(Information supplied)
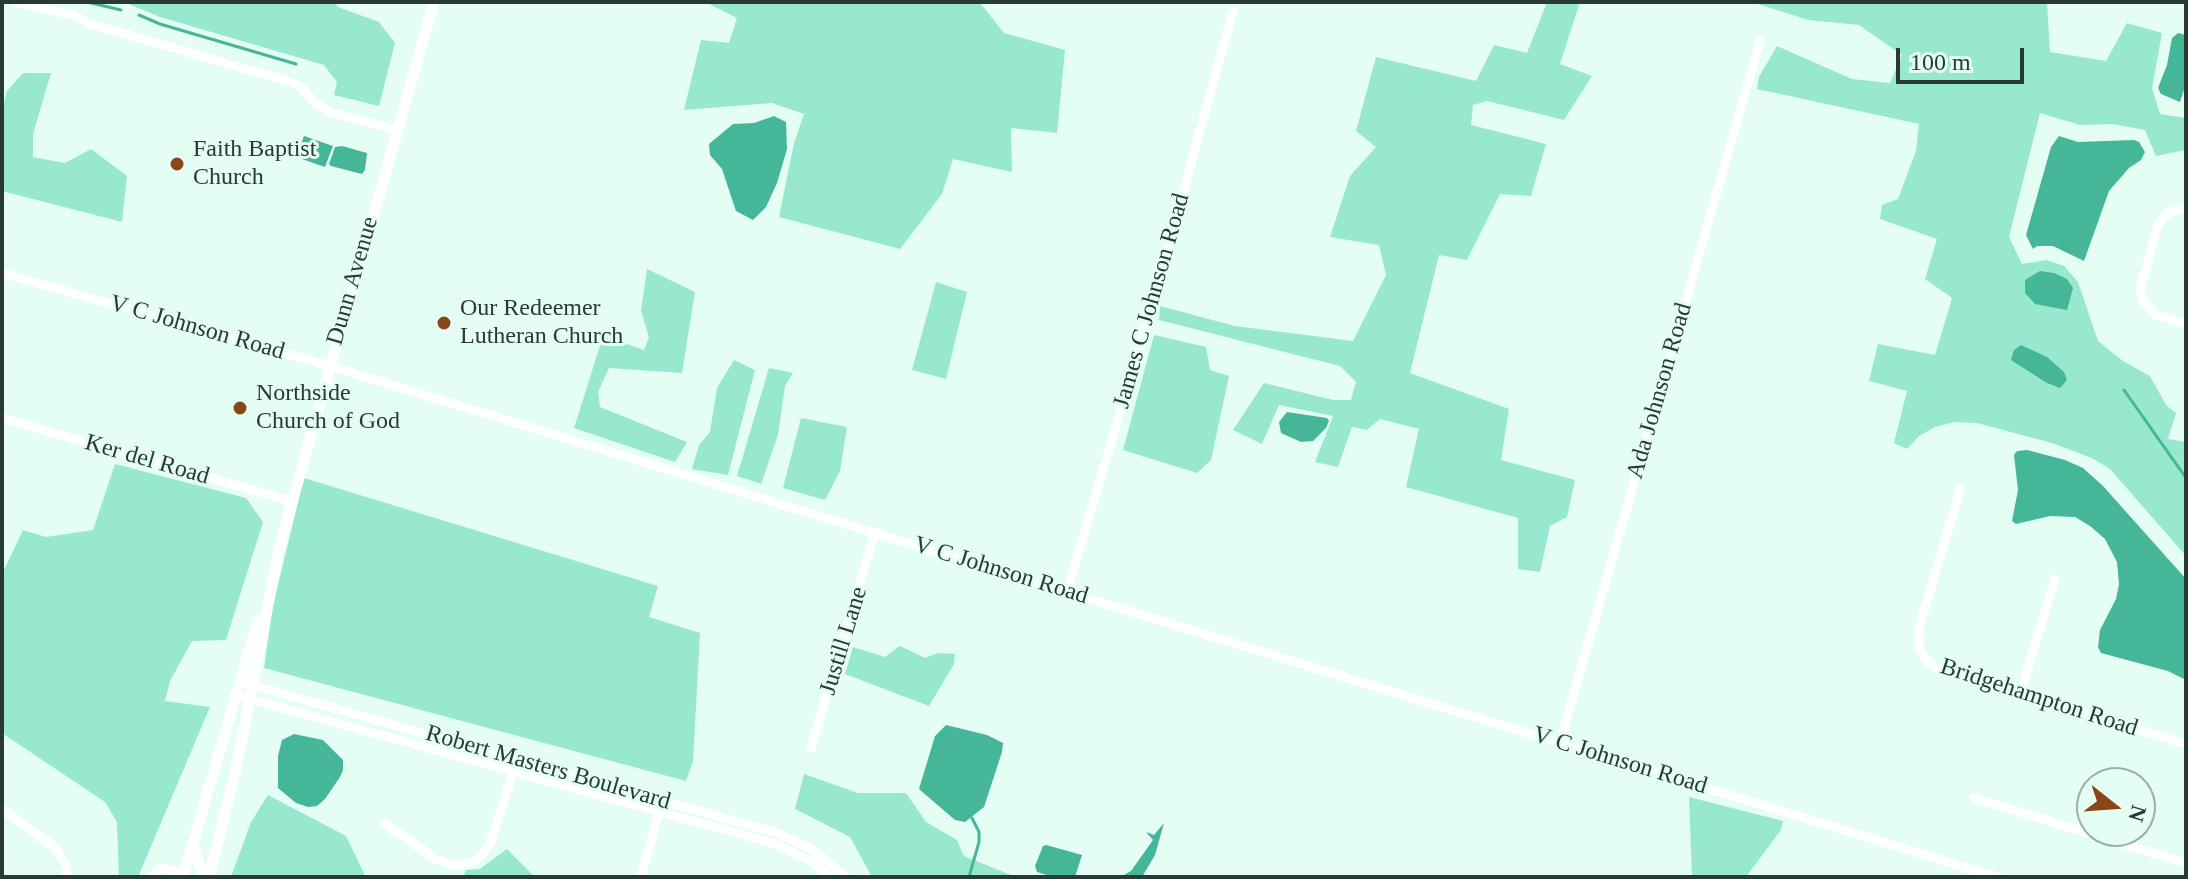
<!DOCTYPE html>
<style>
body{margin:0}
#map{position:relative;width:2188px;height:879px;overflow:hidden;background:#e4fef4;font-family:Georgia,serif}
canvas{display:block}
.frame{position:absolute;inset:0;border:4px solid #293a34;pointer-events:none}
.north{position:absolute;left:2076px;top:767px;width:80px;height:80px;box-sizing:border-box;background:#e4fef4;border:2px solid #99b0a7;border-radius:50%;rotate:107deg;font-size:22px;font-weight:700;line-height:32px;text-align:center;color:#293a34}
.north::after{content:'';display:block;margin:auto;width:28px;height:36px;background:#894617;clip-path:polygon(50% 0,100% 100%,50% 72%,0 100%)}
.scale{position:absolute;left:1896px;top:48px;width:128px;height:36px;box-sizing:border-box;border:4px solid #293a34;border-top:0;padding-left:10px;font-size:24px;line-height:28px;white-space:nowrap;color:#293a34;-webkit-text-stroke:6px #e4fef4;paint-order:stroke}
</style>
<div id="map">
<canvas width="2188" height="879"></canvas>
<div class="frame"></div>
<div class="north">N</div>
<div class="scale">100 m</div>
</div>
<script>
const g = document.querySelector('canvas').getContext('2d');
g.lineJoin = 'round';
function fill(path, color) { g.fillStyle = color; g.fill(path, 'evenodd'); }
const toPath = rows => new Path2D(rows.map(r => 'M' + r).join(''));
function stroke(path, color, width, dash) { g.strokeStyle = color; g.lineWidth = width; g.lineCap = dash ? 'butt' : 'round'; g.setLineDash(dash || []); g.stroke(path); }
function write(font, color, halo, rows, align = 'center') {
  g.font = font + ' Georgia,serif'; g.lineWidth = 6; g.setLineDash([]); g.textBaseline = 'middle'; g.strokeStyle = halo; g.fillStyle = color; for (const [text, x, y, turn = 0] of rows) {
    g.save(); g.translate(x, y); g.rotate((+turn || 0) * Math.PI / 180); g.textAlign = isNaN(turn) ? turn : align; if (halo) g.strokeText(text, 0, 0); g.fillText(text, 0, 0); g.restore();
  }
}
const green = toPath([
 [124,2,334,2,338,7,379,22,395,43,379,106,334,95,337,82,324,65,160,17],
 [705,2,985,2,981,4,1004,33,1065,50,1057,133,1011,128,1012,172,953,159,942,194,900,249,779,217,794,143,804,114,772,103,684,110,701,40,729,43,737,18],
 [1547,2,1580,2,1560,64,1592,76,1564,120,1487,101,1473,105,1471,125,1546,144,1531,196,1500,194,1467,260,1439,255,1410,373,1509,409,1501,460,1575,480,1567,517,1550,526,1540,572,1518,569,1518,518,1406,487,1419,429,1380,419,1367,430,1352,427,1338,467,1315,462,1333,416,1279,405,1262,444,1233,430,1264,383,1333,400,1351,400,1356,382,1340,366,1159,320,1160,306,1235,326,1353,341,1386,275,1379,245,1330,237,1350,176,1376,147,1356,131,1376,57,1476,81,1494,45,1527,53],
 [1752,2,2047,2,2050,52,2106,61,2127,23,2162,33,2152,88,2160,114,2186,118,2186,150,2156,156,2145,130,2112,124,2080,125,2040,113,2009,237,2022,264,2047,260,2064,266,2078,282,2098,341,2123,361,2150,376,2166,405,2176,413,2168,439,2186,442,2186,556,2110,469,2092,458,2052,443,1977,423,1955,422,1935,427,1919,436,1907,449,1894,443,1907,391,1869,381,1878,344,1935,355,1952,298,1925,279,1937,239,1880,219,1882,205,1898,199,1916,151,1919,124,1757,89,1759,77,1777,46,1852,79,1890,83,1902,55,1859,25,1808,20],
 [23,73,51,73,33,134,33,157,65,163,91,149,127,176,122,222,2,191,2,111,7,91],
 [647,269,695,292,682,373,609,368,598,392,600,407,687,442,675,462,574,428,603,336,644,350,649,337,641,311],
 [936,282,967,292,946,379,912,370],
 [1154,335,1206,347,1210,370,1229,376,1211,460,1197,473,1123,450],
 [734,360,755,370,728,475,692,469,699,445,710,432,717,388],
 [769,368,793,373,785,386,778,435,761,484,737,476],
 [801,418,847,427,840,471,825,500,783,488],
 [115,464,246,498,263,522,226,640,192,641,170,681,165,701,210,707,138,877,119,877,117,822,105,802,2,733,2,570,4,570,23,530,46,537,93,530],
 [304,478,658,586,649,617,700,633,693,761,686,781,264,668,273,605],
 [900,646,925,658,938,653,955,654,954,664,929,706,845,674,853,647,885,657],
 [804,774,858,793,906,793,926,822,957,840,964,856,1016,877,872,877,850,837,795,809],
 [268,795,346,836,366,877,231,877,251,822],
 [1689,797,1783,821,1781,830,1746,877,1692,877],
 [507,849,535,877,463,877,466,870,480,869]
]);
const water = toPath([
 [2178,33,2186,35,2186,84,2180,102,2161,94,2158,88,2167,65,2172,38],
 [774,116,786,122,787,149,777,183,766,207,753,220,736,211,722,169,710,155,709,144,733,124,754,123],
 [304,136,333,146,325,167,296,157],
 [2059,136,2078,142,2134,140,2139,142,2145,152,2141,160,2129,168,2109,191,2084,261,2053,246,2037,246,2033,249,2026,235,2051,147],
 [342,146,367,153,365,170,362,174,331,166,329,164,335,147],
 [2040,271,2054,273,2067,279,2073,288,2067,310,2035,304,2025,293,2025,280],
 [2021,345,2047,357,2064,372,2067,380,2060,388,2047,383,2011,360,2014,350],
 [1287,412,1327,418,1329,421,1326,428,1313,441,1301,442,1281,433,1279,422],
 [2027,450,2065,460,2083,468,2103,486,2186,579,2186,680,2168,671,2101,653,2098,647,2100,630,2116,599,2119,584,2117,562,2105,539,2090,526,2075,517,2050,516,2016,524,2012,521,2018,490,2014,455,2017,451],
 [946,725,987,735,1003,743,1002,752,984,807,965,822,955,820,919,789,935,736],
 [294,734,323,740,343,760,343,770,340,777,325,799,317,806,308,807,296,803,278,788,278,756,282,740],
 [1164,823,1155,855,1142,877,1109,877,1124,875,1131,871,1153,840,1146,832,1154,835],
 [1046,845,1082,855,1075,877,1053,877,1037,872,1035,866,1043,846]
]);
const stream = toPath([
 [87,2,121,10],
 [139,15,160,24,296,64],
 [2124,390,2186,478],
 [969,877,979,842,979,832,972,818]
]);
const minor = toPath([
 [15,2,74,15,87,23,291,82,301,87,316,104,330,112,396,130],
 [2186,208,2168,212,2157,227,2140,291,2143,300,2155,315,2186,324],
 [2,273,330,366,1997,877],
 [2,418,291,501],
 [1960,490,1919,628,1919,646,1925,659,1936,668,2186,744],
 [1067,591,1151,309,1233,11],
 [248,684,777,833,813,850,846,877],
 [2020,694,2055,579],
 [235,695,773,843,811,861,830,877],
 [1560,742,1760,41],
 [811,748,875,532],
 [1974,798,2186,863],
 [2,809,57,849,66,866,67,877],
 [385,824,436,859,453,865,472,863,482,855,491,841,514,769],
 [151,877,161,868,184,873],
 [641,877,660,807]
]);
const major = toPath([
 [193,844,204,877],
 [183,877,258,620],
 [209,877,238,760,279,548,434,2]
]);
const markers = [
 [177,164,8,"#894617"],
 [444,323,8,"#894617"],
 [240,408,8,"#894617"]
];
const poiNames = [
 ["Faith Baptist",193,150],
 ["Church",193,178],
 ["Our Redeemer",460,309],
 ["Lutheran Church",460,337],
 ["Northside",256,394],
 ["Church of God",256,422]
];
const streetNames = [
 ["Dunn Avenue",353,281,-74],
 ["James C Johnson Road",1152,301,-74],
 ["V C Johnson Road",197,328,16],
 ["Ada Johnson Road",1660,391,-74],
 ["Ker del Road",147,460,16],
 ["V C Johnson Road",1001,571,17],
 ["Justill Lane",844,641,-73],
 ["Bridgehampton Road",2039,698,18],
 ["V C Johnson Road",1620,761,17],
 ["Robert Masters Boulevard",548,768,16]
];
fill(green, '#97e8ce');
fill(water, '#45b698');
stroke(stream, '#45b698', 3);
stroke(minor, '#fff', 9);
stroke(major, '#fff', 11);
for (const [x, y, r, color] of markers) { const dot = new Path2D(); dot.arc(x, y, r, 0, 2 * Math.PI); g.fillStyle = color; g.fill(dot); stroke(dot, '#e4fef4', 3); }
write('24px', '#293a34', '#e4fef4', poiNames, 'left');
write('24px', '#293a34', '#e4fef4', streetNames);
</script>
(End Information supplied)
**Prompt**
Among the entries above, find the line with "0,100% 100%,50% 72%,0" and the line with "const g = document.querySelector('canvas').getContext('2d');"; give again exactly these two lines and all lines between them.

**Response area**
.north::after{content:'';display:block;margin:auto;width:28px;height:36px;background:#894617;clip-path:polygon(50% 0,100% 100%,50% 72%,0 100%)}
.scale{position:absolute;left:1896px;top:48px;width:128px;height:36px;box-sizing:border-box;border:4px solid #293a34;border-top:0;padding-left:10px;font-size:24px;line-height:28px;white-space:nowrap;color:#293a34;-webkit-text-stroke:6px #e4fef4;paint-order:stroke}
</style>
<div id="map">
<canvas width="2188" height="879"></canvas>
<div class="frame"></div>
<div class="north">N</div>
<div class="scale">100 m</div>
</div>
<script>
const g = document.querySelector('canvas').getContext('2d');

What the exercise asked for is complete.